Allow for more kinds of grouping in joins
Currently a join results in a row for each row in the left (= "input" = "original") dataset and only the rows from the right (= "companion") dataset are aggregated.
For example, given those datasets:
date | L |
---|---|
2020-04-01 | 1 |
2020-04-01 | 2 |
2020-04-02 | 3 |
date | R |
---|---|
2020-04-01 | 7 |
2020-04-03 | 8 |
You will get this join:
date | L | R |
---|---|---|
2020-04-01 | 1 | 7 |
2020-04-01 | 2 | 7 |
2020-04-02 | 3 | null |
If you request the temporal aggregation at the monthly resolution, you will get:
date | L | sum R |
---|---|---|
2020-04-01 | 1 | 15 |
2020-04-01 | 2 | 15 |
2020-04-02 | 3 | null |
(the R values are aggregated for the whole month, and repeated for each row from the left)
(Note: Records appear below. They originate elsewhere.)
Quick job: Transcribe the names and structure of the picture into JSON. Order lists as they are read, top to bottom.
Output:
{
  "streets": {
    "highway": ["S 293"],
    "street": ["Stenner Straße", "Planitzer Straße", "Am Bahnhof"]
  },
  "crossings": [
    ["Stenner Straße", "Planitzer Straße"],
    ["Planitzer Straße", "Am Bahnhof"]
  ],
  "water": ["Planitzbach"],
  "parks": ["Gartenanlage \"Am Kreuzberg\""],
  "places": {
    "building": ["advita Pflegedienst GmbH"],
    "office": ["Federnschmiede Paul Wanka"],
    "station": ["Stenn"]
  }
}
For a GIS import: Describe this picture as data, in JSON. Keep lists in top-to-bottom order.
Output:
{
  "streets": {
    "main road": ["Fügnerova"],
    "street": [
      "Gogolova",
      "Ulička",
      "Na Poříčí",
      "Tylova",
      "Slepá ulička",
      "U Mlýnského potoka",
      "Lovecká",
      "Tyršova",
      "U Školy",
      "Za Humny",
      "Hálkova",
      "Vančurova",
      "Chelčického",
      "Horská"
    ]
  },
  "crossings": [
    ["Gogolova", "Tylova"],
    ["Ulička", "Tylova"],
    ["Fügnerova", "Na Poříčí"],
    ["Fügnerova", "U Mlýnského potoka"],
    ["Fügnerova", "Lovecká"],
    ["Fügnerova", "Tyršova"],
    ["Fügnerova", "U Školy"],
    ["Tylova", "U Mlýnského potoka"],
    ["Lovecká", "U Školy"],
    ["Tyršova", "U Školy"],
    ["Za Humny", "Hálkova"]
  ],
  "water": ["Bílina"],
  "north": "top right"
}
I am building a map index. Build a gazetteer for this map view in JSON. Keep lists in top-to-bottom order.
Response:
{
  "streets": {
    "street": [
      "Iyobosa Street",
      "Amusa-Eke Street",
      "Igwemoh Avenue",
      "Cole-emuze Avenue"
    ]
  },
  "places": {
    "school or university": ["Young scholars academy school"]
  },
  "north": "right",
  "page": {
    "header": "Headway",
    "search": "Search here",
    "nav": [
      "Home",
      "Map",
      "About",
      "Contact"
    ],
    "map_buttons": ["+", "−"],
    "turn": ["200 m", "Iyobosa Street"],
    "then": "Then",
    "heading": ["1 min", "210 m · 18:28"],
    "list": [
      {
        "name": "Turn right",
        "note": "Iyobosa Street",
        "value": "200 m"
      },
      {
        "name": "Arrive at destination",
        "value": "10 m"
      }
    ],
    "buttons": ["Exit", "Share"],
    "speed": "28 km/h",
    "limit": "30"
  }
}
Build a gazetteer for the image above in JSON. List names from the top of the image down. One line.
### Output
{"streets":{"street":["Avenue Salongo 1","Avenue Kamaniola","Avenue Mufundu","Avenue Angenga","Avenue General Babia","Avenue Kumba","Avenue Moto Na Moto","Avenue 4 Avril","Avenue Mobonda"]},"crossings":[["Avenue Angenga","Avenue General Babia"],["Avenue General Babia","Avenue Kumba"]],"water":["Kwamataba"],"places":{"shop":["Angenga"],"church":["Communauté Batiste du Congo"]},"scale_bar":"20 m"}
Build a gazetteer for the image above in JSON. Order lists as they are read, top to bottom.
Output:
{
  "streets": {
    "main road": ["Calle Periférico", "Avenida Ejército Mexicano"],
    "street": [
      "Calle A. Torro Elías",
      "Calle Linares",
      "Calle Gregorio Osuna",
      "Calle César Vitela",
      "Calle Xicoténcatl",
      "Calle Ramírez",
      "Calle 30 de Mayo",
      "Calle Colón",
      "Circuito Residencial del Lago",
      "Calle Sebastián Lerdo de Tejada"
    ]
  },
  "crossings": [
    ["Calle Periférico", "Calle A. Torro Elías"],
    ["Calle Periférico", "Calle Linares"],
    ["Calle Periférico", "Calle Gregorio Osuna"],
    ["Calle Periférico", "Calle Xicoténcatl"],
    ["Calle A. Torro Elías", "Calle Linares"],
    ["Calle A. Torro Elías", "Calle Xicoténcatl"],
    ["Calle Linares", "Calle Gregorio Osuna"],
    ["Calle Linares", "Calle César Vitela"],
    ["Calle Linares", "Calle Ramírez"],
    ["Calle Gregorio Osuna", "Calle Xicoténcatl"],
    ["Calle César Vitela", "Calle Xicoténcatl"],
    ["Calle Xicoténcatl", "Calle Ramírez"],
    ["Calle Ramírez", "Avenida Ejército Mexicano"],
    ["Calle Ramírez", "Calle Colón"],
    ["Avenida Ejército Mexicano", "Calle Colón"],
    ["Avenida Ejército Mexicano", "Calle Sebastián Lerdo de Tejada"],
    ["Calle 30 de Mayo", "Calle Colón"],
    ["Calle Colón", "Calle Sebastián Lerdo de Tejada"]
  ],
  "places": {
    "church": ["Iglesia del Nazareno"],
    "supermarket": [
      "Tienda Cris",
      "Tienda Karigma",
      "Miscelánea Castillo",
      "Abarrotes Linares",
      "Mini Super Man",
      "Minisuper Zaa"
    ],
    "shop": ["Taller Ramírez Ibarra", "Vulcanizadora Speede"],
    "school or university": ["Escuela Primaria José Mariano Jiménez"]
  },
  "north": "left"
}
This is what needs to happen for machine learning augmentationL: original rows are what you are trying to classify, and they should not be altered, dropped, or combined. However outside of that use-case this is probably unexpected, and the user would probably want aggregation to happen on the whole table.
This should probably be controlled through a parameter and settable via the UI.